Prior to Never So Few, Sturges had made several mildly successful, prosaic mid-1950s movies that celebrated machismo and stamina as moral correlatives to freedom and democracy (though without the poetic depth of John Ford or the expansive vision of Raoul Walsh), most notably 1955’s Bad Day at Black Rock, 1957’s Gunfight at the O.K. Corral, 1958’s The Old Man and the Sea, and 1959’s Last Train from Gun Hill, the latter released earlier the same year as Never So Few. Sturges preferred rugged old-school leading men such as Spencer Tracy, Robert Ryan, Kirk Douglas, and Burt Lancaster. When Elkins first introduced him to Steve, Sturges was immediately struck by the young actor’s strong masculine presence and great-looking all-American face, which fit the mold of a typical Sturges hero. He was, in fact, far more suited, both physically and in terms of his youth, to play Ringa than Davis was, but the final decision, as always, was Sinatra’s. Fortunately, Sinatra liked Steve and okayed his replacing Davis—for $25,000.
Elkins didn’t protest the salary differential, understanding that Davis was, at the time, a much bigger star than Steve. After three low-budget independent features that had done nothing for his career, this was his first major studio production, and it could be the big-screen career changer Steve had been searching for.
As a welcoming gesture, Sinatra and the film’s producer, Sol C. Siegel, invited Steve and a very pregnant Neile to an April 14 cocktail reception to be held in the MGM Executive Dining Room “honoring Miss Gina Lollobrigida on her arrival at MGM Studios for her first Hollywood Motion Picture, Never So Few.” Not long after, when asked his opinion of Sinatra, Steve told a reporter, “I kind of dig him … he’s a great talent.
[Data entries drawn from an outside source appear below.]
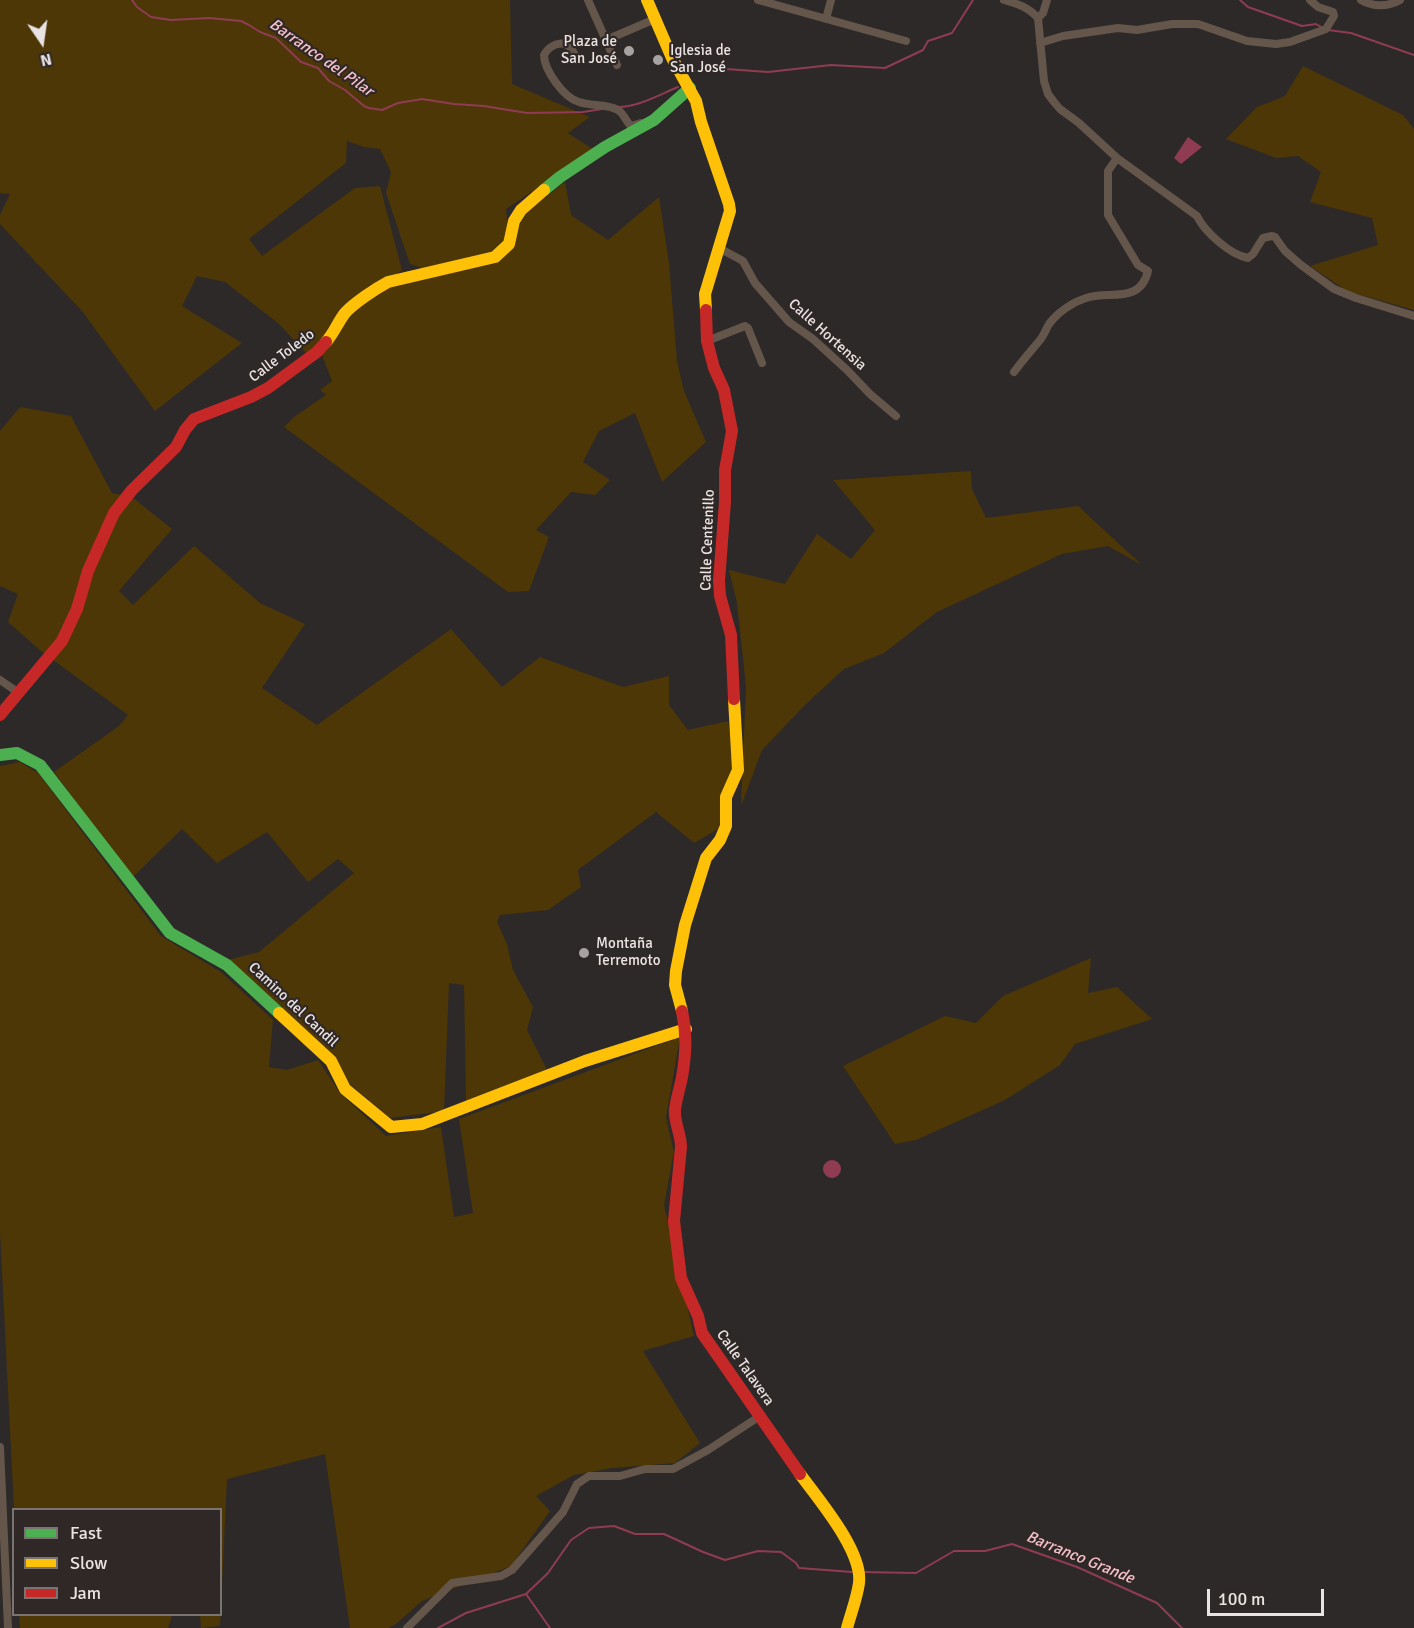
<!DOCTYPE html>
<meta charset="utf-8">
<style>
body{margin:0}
#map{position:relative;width:1414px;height:1628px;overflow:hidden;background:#2d2928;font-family:Signika,sans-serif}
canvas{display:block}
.legend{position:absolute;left:12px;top:1508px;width:210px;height:108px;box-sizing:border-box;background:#2f2826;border:2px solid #797372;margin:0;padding:8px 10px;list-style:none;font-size:18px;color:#e9e4e3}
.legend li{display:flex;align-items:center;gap:12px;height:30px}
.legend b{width:30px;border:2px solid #797372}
.north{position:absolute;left:12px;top:12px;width:60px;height:60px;-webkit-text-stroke:4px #2f2826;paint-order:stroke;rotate:167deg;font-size:16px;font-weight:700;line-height:24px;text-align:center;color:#e9e4e3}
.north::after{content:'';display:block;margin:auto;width:21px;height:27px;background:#e9e4e3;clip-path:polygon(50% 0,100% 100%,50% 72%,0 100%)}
.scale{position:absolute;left:1207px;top:1589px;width:117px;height:27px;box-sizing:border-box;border:3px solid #e9e4e3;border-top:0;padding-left:8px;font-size:18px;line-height:21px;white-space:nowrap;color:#e9e4e3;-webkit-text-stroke:4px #2f2826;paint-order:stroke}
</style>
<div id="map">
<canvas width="1414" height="1628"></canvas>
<ul class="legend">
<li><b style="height:8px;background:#4caf50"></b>Fast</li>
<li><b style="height:8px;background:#ffc107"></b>Slow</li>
<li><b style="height:8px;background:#c62828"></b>Jam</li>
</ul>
<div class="north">N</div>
<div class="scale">100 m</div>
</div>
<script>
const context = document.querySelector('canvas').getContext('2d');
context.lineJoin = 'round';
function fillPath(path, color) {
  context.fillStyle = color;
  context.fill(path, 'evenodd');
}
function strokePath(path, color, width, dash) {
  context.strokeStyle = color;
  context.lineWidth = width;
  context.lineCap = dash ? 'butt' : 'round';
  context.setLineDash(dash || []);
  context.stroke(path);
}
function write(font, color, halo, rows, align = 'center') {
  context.font = font + ' Signika,sans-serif';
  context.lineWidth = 4.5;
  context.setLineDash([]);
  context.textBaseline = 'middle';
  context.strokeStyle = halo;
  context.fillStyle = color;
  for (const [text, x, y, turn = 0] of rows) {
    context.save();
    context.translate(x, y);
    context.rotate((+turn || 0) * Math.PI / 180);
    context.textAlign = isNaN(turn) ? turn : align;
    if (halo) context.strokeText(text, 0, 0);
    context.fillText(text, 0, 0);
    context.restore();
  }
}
const green = new Path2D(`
 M0,0H510L512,84L590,117L568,133L594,150L506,209L509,242L528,211L565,182L571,215L608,240L659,197L669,263L677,361L684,391L706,442L662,482L635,413L599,431L583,462L610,480L595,495L571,492L536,530L549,537L529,591L508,592L284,427L294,417L326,395L320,390L332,381L322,355L306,353L279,324L225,282L197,276L182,306L242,343L155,411L82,311L0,224V215L10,194L0,193ZM347,141L364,147L380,149L391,172L386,193L410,264L423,268L493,253L389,280L402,270L380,186L355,188L262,256L249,239L346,163Z
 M1303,66L1403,115L1414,129V310L1347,291L1310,266L1378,245L1372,218L1310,202L1321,172L1298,156L1276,158L1226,139L1257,107L1285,96Z
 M20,407L71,416L112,493L132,497L172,529L119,591L133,605L194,546L260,603L305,624L262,688L317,725L451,629L502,687L540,657L623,687L669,676V705L688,730L728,721L735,764L720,828L694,843L656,812L578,870L581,887L548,910L500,915L497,922L507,944L513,970L533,1007L527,1030L548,1072L466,1101L464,985L449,983L444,1111L390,1118L352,1086L224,961L259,952L354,873L338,859L308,882L267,832L217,863L182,829L132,878L54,772L119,726L128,715L41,651L8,622L18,594L0,586V431Z
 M971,471L972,489L986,518L1078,506L1142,565L1108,546L1062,554L937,612L884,653L844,669L806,704L762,750L741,806L746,687L737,603L729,570L785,584L817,534L851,559L875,530L833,480Z
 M20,762L38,773L161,936L221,972L273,1020L269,1067L287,1070L318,1060L340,1093L386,1136L441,1127L454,1217L473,1213L459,1119L680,1037L666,1118L674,1152L664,1205L694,1336L643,1351L700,1443L675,1463L612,1468L574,1475L536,1496L550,1511L511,1566L422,1601L396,1624L388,1628H350L325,1454L227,1479L220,1626L201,1628L200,1615L220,1614V1510L14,1509L0,1232V766Z
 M1091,958L1088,993L1117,987L1152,1019L1075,1044L1060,1065L1005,1100L916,1140L895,1144L843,1066L945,1016L976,1023L1003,996Z
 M19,1615V1614L172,1615L168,1628H20Z`);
const water = new Path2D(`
 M1188,137L1202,147L1181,164L1174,158Z
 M823 1169a9 9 0 1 1 18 0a9 9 0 1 1-18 0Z`);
const stream = new Path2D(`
 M132,0L137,7L151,17L171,20L209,18L241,21L249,25L260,32L276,38L301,62L318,68L329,81L345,90L364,106L369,108L382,110L398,103L422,99L454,104L484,106L527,113L583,112L602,109
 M1240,0L1248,7L1302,26L1316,24L1323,28
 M1328,30L1351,33L1414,55
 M693,71L726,69L768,72L831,65L885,68L923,50L928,41L952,33L973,0
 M620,107C640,106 659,95 678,87
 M861,1572L916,1573L954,1551H985L1012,1544L1077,1567L1157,1603L1182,1628
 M526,1594L550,1628
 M438,1628L466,1613L526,1594L548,1573L571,1540L589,1528L614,1526L635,1534H664L703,1552L725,1560L758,1551L781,1552L796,1563L799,1568L852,1572`);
const street = new Path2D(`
 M588,0L617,65
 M758,0L906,41
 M1004,0C1018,4 1028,7 1038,18L1044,81L1048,94L1054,102L1060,109L1079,123L1117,158L1197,216C1204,231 1230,255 1248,258L1253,254L1263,238L1272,236L1275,237L1285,251L1301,265L1334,289L1356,298L1414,316
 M1361,0C1373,7 1388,7 1400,0
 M1038,18L1043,13L1047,0
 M826,19L831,0
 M606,40L655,19
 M1040,43L1063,36L1118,28L1137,30L1172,24H1198L1247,41L1276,44L1290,42L1326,29L1334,16L1333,12L1318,7L1310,0
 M576,57C574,54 573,50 570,47C561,39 549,46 544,55C544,70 564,98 579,102C590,106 605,104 616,109C624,112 625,121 631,126L641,123
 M719,248L743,261L755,283L789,322L813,339L847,370L870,394L896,416
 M707,341L745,326L748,328L762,363
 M1014,372C1022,361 1031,351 1040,340C1044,335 1046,329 1049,324C1058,312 1073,302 1086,298C1108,290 1140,305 1148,271L1138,265L1108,215V171L1117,158
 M0,680L19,693
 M0,1447L8,1628
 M407,1628L452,1583L501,1576L512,1570L563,1512L577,1484L589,1476H620L645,1469H673L708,1450L760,1416`);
const fast = new Path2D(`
 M544,190L560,177L605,147L654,120L690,88
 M0,755L17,753L40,765L170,933L227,965L279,1013`);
const slow = new Path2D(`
 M647,0L672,58L696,101L701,122L729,204L730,211L705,294L706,310
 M326,342C334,333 338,322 345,313C354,303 375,289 388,282L495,257L509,244L514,221L521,210L544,190
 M682,1011L675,985L676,971L685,925L706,858L720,840L726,826V797L738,770L734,699
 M279,1013L331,1061L345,1089L391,1127L422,1124L585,1061L686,1029
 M800,1474C818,1499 863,1551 859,1583C857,1598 851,1613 847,1628`);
const jam = new Path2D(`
 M706,310L707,341L714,368L724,390L732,431L725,470V502L719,581L720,596L731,635L734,699
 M0,715L62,641L77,609L88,571L114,513L132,490L176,447L185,430L194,419L251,397L268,388L317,352L326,342
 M682,1011C687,1035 686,1054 682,1077C680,1088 676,1099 675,1110C674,1122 681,1134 681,1147L674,1221L681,1278L698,1316L702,1333L800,1474`);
const markers = [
 [629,51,6,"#a7a3a2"],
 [658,60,6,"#a7a3a2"],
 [584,953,6,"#a7a3a2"]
];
const poiNames = [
 ["Plaza de",617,42,"right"],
 ["San José",617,59,"right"],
 ["Iglesia de",670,51],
 ["San José",670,68],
 ["Montaña",596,944],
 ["Terremoto",596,961]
];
const streetNames = [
 ["Calle Hortensia",827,335,42],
 ["Calle Toledo",282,356,-37],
 ["Calle Centenillo",708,540,-88],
 ["Camino del Candil",293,1005,43],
 ["Calle Talavera",745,1368,55]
];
const waterNames = [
 ["Barranco del Pilar",321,58,35],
 ["Barranco Grande",1080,1558,22]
];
fillPath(green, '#4d3707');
fillPath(water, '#8f3c53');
strokePath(stream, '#8f3c53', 2);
strokePath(street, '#64564a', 8);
strokePath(fast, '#4caf50', 12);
strokePath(slow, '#ffc107', 12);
strokePath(jam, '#c62828', 12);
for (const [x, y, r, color] of markers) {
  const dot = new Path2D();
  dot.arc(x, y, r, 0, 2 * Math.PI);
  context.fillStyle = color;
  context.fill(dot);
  strokePath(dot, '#2f2826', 2);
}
write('15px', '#e9e4e3', '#2f2826', poiNames, 'left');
write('15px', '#e9e4e3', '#2f2826', streetNames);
write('italic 16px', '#f5c0ca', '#2f2826', waterNames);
</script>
When I first met him recently he said to me, ‘You gas me, pal.’ I replied, ‘That’s funny. You gas me, too.’ ”
Although the publicity department touted the film’s extensive on-location filming in Burma, less than 10 percent was actually shot there. Another 40 percent was done in Ceylon, Thailand, and Hawaii, with the rest filmed on MGM’s expansive Culver City back lot, accounting for much of the picture’s artificial-green-jungle look. During the MGM shoots, Foster introduced Steve to Hedda Hopper. Hopper was one of the last surviving Hollywood gossip columnists, who in the studio era’s heyday had been one of the almighty arbiters of manufactured stardom. Like her biggest competitor, Louella Parsons, Hopper had made a name for herself as a gunslinger for the studios, patting “good” stars on the head when they behaved well and punishing “bad” stars when their studio wanted to rein them in, usually during a contract dispute or when trying to control political and/or sexual mavericks.